__Work request__
Please output exactly the part of the records below that opens with the line containing "function write(font, color, halo, rows, align" and closes with the line containing "M1971,160l3,18 -4,1 3,30", both lines included, and nothing else.

__Extracted entries__
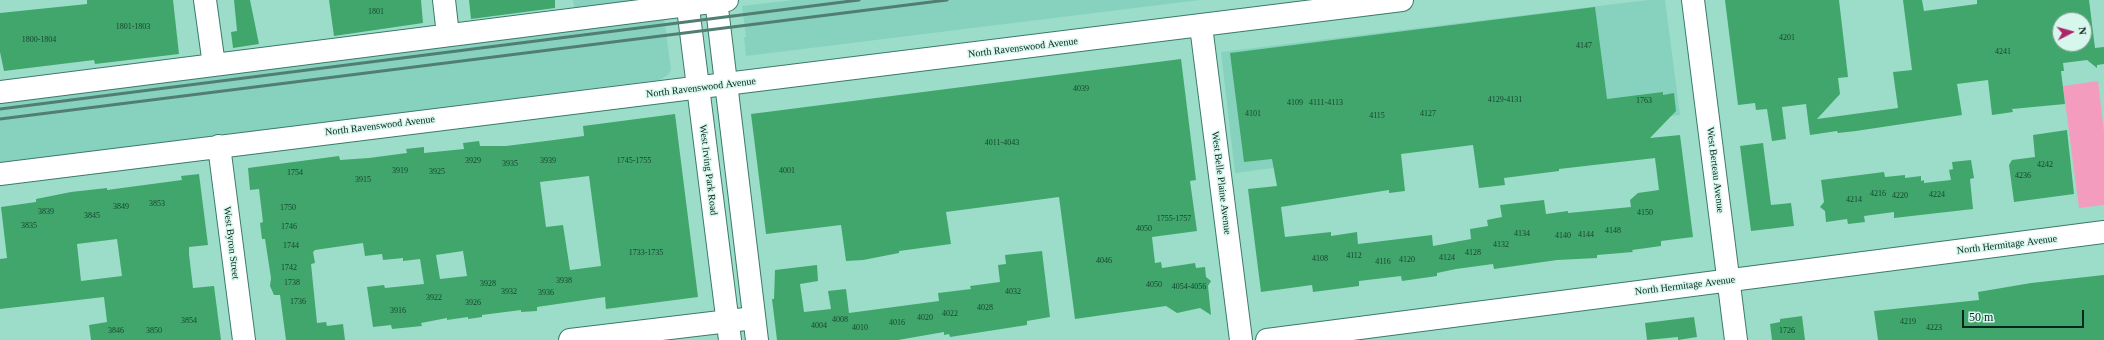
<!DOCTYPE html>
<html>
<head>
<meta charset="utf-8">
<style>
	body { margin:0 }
	#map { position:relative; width:2104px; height:340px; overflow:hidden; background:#9cddca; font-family:Georgia,serif }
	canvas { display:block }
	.north { position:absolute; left:2052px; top:12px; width:40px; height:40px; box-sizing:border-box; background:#d7f7ed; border:1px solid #84a39a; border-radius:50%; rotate:84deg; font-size:11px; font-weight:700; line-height:16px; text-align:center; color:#08241e }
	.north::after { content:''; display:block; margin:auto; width:14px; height:18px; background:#ad266b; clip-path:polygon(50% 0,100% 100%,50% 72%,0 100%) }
	.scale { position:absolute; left:1962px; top:310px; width:122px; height:18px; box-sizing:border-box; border:2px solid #08241e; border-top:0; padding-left:5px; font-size:12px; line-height:14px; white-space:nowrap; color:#08241e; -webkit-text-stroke:3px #d7f7ed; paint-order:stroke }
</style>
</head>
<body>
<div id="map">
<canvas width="2104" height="340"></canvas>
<div class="north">N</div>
<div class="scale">50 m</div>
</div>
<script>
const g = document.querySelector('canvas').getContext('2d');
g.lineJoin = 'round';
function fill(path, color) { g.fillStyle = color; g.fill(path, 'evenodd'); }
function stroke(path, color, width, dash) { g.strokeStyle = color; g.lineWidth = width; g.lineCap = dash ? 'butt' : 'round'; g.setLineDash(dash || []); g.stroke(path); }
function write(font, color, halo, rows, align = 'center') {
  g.font = font + ' Georgia,serif'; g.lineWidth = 3; g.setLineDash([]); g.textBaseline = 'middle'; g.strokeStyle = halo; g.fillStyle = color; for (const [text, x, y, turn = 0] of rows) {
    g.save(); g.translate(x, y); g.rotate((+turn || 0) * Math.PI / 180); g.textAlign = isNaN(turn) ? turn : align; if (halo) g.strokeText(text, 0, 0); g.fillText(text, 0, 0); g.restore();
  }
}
fill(new Path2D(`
	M573,0h85l-83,12z
	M793,0h407l-454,56 -2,-19h2l-4,-31z
	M1648,0h17l15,115 -445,58 -14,-121z
	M664,16l7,54 -3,5 -9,5 -659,83v-63z`), '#87d2be');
fill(new Path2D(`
	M2098,81l6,51v73l-25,3 -16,-122z`), '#f39cbe');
fill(new Path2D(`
	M87,0h86l6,54 -84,10 -1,-4 -90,11 -4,-19v-39l87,-9z
	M234,0h16l9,44 -26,4 -2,-16 6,-1z
	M329,0h92l2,23 -89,13z
	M469,0h86v8l-84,11z
	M1725,0h114l9,77 -10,1 2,16 -23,25 81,-11 -5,-36 19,-2 -9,-70h19l2,11 53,-7v-4h112l6,48 9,-1v17l-7,1v3l-10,-8 -24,3 1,8h-3l4,33 -53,5 1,3 -21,3 -4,-35 -31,4 5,31 -106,16 -18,2 -1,-2 -27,4 -4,-31 -24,3 4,32 -14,2 -5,-32 -11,1 -1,-7 -17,2zM2060,20h24v24h-24z
	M1595,7l12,92 56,-7v3l11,-2 2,18 -26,27 30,-3 13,102 -32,4v5l-29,4 1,2 -36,3v3l-40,2 -63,9 -1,-5 -37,5 -19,4v3l-35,5 -1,-5 -42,5v5l-46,6 -1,-7 -51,7 -13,-103 29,-3 -5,-27 -28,3 -14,-109zM1473,145l6,43 26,-3 -1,-7 55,-7v-2l96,-11 4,32 -21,3 -8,7 1,7 -63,6v-2l-22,3 -2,-14 -44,5 2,12 -15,3 1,6 -18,3 1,10 -38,7 -1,-11 -74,9 -1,-12 -26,4v-4l-46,5 -4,-30 108,-17v3l16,-2 -4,-37z
	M1181,59l15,121 -6,1 7,50 -45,6 3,26 6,-1 1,6 33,-5 1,5 9,-1 1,10 5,4 -3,5 3,29 -11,-7 -23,5 -11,-7 -91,13 -16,-122 -113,15 5,32 -52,7v2l-36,7 -17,1 -5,-36 -75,9 -15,-120z
	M675,114l23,183 -92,12 -1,-12 -68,10v4l-16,1v-2l-39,5v2l-14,2v-2l-21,3v-2l-26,5 1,3 -30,3 -1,-4 -18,2 -6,-40 17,-2 1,3 39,-4 -4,-25 -17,2v-3l-20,2 -1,-6 -17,2 -2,-13 -48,7 -2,2 2,11 -4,1 6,59 9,-1 1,4 16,-2 2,16h-59l-6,-45h-6l-4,-9 1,-8 -6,-39h-3l-2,-16 3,-1 -4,-33 -9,1 -2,-22 91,-12 1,4 29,-2 38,-5 -1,-4 18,-2v6l40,-4 -1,-6 16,-2 1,5h26l48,-6 30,-4 -1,-10zM589,176l12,90 -31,4 -7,-45 -17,2 -6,-45zM463,251l4,25 -27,3 -4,-24z
	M2067,130l7,64 -60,8 -5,-37 3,-5 23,-3 -2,-22z
	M1763,143l8,62 20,-2 3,23 -43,5 -11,-85z
	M1971,160l3,18 -4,1 3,30 -79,9v-6l-30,4 1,6 -17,2 -1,-5 -21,3 -1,-11 -5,-4 4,-5 -3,-22 63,-8 1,5 20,-2v3l16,-2v5l3,-1v3l27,-3 -2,-10 4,-1 -1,-7z
	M199,174l9,71 -19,2v7l4,34 21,-2 7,54h-130l-2,-15 18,-3 -3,-25 -104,12v-50l7,-1 -6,-51 35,-5v-3l35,-7 36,-4v2l75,-10 -1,-4zM117,239l5,37 -41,5 -4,-37z
	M1042,251l8,66 -23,4v4l-77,12 -1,-3 -5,1v-3l-46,8h-121l-5,-41h2l1,-29 42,-5 1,16 -18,3 4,28 27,-3 -3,-18 18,-2 3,24 90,-12 -1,-8 33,-4 -1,-3 30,-4 -2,-17 8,-1 -1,-9z
	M2104,275v65h-226l-4,-29 105,-11 -1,-8 53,-9z
	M1802,316l3,24h-33l-2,-16 10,-2v-3z
	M1694,317l3,20 -19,3v-3l-31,3 -2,-17z`), '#41a66b');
const minor = new Path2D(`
	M205,0l9,65
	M444,0l4,35
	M1693,0l43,340
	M1201,26l40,314
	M0,92l727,-92
	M219,146l25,194
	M0,174l1402,-174
	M570,340l184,-22
	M1267,340l837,-108`);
const major = new Path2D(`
	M687,0l43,340
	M716,0l41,340`);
stroke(minor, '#3a7a6a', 24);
stroke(major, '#3a7a6a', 24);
stroke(minor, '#fff', 22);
stroke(major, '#fff', 22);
stroke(new Path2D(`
	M0,109l859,-109
	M0,119l947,-119`), '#507e71', 3);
write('8px', '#164431', null, [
	["1801",376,12],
	["1801-1803",133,27],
	["4201",1787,38],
	["1800-1804",39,40],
	["4147",1584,46],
	["4241",2003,52],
	["4039",1081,89],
	["4129-4131",1505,100],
	["1763",1644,101],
	["4109",1295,103],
	["4111-4113",1326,103],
	["4101",1253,114],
	["4127",1428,114],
	["4115",1377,116],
	["4011-4043",1002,143],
	["3929",473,161],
	["3939",548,161],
	["1745-1755",634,161],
	["3935",510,164],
	["4242",2045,165],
	["3919",400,171],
	["4001",787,171],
	["3925",437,172],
	["1754",295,173],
	["4236",2023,176],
	["3915",363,180],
	["4216",1878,194],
	["4224",1937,195],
	["4220",1900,196],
	["4214",1854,200],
	["3853",157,204],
	["3849",121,207],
	["1750",288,208],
	["3839",46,212],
	["4150",1645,213],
	["3845",92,216],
	["1755-1757",1174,219],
	["3835",29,226],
	["1746",289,227],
	["4050",1144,229],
	["4148",1613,231],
	["4134",1522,234],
	["4144",1586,235],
	["4140",1563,236],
	["4132",1501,245],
	["1744",291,246],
	["1733-1735",646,253],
	["4128",1473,253],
	["4112",1354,256],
	["4124",1447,258],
	["4108",1320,259],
	["4120",1407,260],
	["4046",1104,261],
	["4116",1383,262],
	["1742",289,268],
	["3938",564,281],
	["1738",292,283],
	["3928",488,284],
	["4050",1154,285],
	["4054-4056",1189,287],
	["3932",509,292],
	["4032",1013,292],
	["3936",546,293],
	["3922",434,298],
	["1736",298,302],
	["3926",473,303],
	["4028",985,308],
	["3916",398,311],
	["4022",950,314],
	["4020",925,318],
	["4008",840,320],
	["3854",189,321],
	["4219",1908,322],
	["4016",897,323],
	["4004",819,326],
	["4010",860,328],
	["4223",1934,328],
	["3846",116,331],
	["3850",154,331],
	["1726",1787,331]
]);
write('10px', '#08241e', '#d7f7ed', [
	["North Ravenswood Avenue",1023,48,-7],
	["North Ravenswood Avenue",701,88,-7],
	["North Ravenswood Avenue",380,126,-7],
	["West Irving Park Road",708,170,83],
	["West Berteau Avenue",1715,170,83],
	["West Belle Plaine Avenue",1221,183,83],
	["West Byron Street",231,243,83],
	["North Hermitage Avenue",2007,245,-7],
	["North Hermitage Avenue",1685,286,-7]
]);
</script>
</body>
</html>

__Response for this exercise__
function write(font, color, halo, rows, align = 'center') {
  g.font = font + ' Georgia,serif'; g.lineWidth = 3; g.setLineDash([]); g.textBaseline = 'middle'; g.strokeStyle = halo; g.fillStyle = color; for (const [text, x, y, turn = 0] of rows) {
    g.save(); g.translate(x, y); g.rotate((+turn || 0) * Math.PI / 180); g.textAlign = isNaN(turn) ? turn : align; if (halo) g.strokeText(text, 0, 0); g.fillText(text, 0, 0); g.restore();
  }
}
fill(new Path2D(`
	M573,0h85l-83,12z
	M793,0h407l-454,56 -2,-19h2l-4,-31z
	M1648,0h17l15,115 -445,58 -14,-121z
	M664,16l7,54 -3,5 -9,5 -659,83v-63z`), '#87d2be');
fill(new Path2D(`
	M2098,81l6,51v73l-25,3 -16,-122z`), '#f39cbe');
fill(new Path2D(`
	M87,0h86l6,54 -84,10 -1,-4 -90,11 -4,-19v-39l87,-9z
	M234,0h16l9,44 -26,4 -2,-16 6,-1z
	M329,0h92l2,23 -89,13z
	M469,0h86v8l-84,11z
	M1725,0h114l9,77 -10,1 2,16 -23,25 81,-11 -5,-36 19,-2 -9,-70h19l2,11 53,-7v-4h112l6,48 9,-1v17l-7,1v3l-10,-8 -24,3 1,8h-3l4,33 -53,5 1,3 -21,3 -4,-35 -31,4 5,31 -106,16 -18,2 -1,-2 -27,4 -4,-31 -24,3 4,32 -14,2 -5,-32 -11,1 -1,-7 -17,2zM2060,20h24v24h-24z
	M1595,7l12,92 56,-7v3l11,-2 2,18 -26,27 30,-3 13,102 -32,4v5l-29,4 1,2 -36,3v3l-40,2 -63,9 -1,-5 -37,5 -19,4v3l-35,5 -1,-5 -42,5v5l-46,6 -1,-7 -51,7 -13,-103 29,-3 -5,-27 -28,3 -14,-109zM1473,145l6,43 26,-3 -1,-7 55,-7v-2l96,-11 4,32 -21,3 -8,7 1,7 -63,6v-2l-22,3 -2,-14 -44,5 2,12 -15,3 1,6 -18,3 1,10 -38,7 -1,-11 -74,9 -1,-12 -26,4v-4l-46,5 -4,-30 108,-17v3l16,-2 -4,-37z
	M1181,59l15,121 -6,1 7,50 -45,6 3,26 6,-1 1,6 33,-5 1,5 9,-1 1,10 5,4 -3,5 3,29 -11,-7 -23,5 -11,-7 -91,13 -16,-122 -113,15 5,32 -52,7v2l-36,7 -17,1 -5,-36 -75,9 -15,-120z
	M675,114l23,183 -92,12 -1,-12 -68,10v4l-16,1v-2l-39,5v2l-14,2v-2l-21,3v-2l-26,5 1,3 -30,3 -1,-4 -18,2 -6,-40 17,-2 1,3 39,-4 -4,-25 -17,2v-3l-20,2 -1,-6 -17,2 -2,-13 -48,7 -2,2 2,11 -4,1 6,59 9,-1 1,4 16,-2 2,16h-59l-6,-45h-6l-4,-9 1,-8 -6,-39h-3l-2,-16 3,-1 -4,-33 -9,1 -2,-22 91,-12 1,4 29,-2 38,-5 -1,-4 18,-2v6l40,-4 -1,-6 16,-2 1,5h26l48,-6 30,-4 -1,-10zM589,176l12,90 -31,4 -7,-45 -17,2 -6,-45zM463,251l4,25 -27,3 -4,-24z
	M2067,130l7,64 -60,8 -5,-37 3,-5 23,-3 -2,-22z
	M1763,143l8,62 20,-2 3,23 -43,5 -11,-85z
	M1971,160l3,18 -4,1 3,30 -79,9v-6l-30,4 1,6 -17,2 -1,-5 -21,3 -1,-11 -5,-4 4,-5 -3,-22 63,-8 1,5 20,-2v3l16,-2v5l3,-1v3l27,-3 -2,-10 4,-1 -1,-7z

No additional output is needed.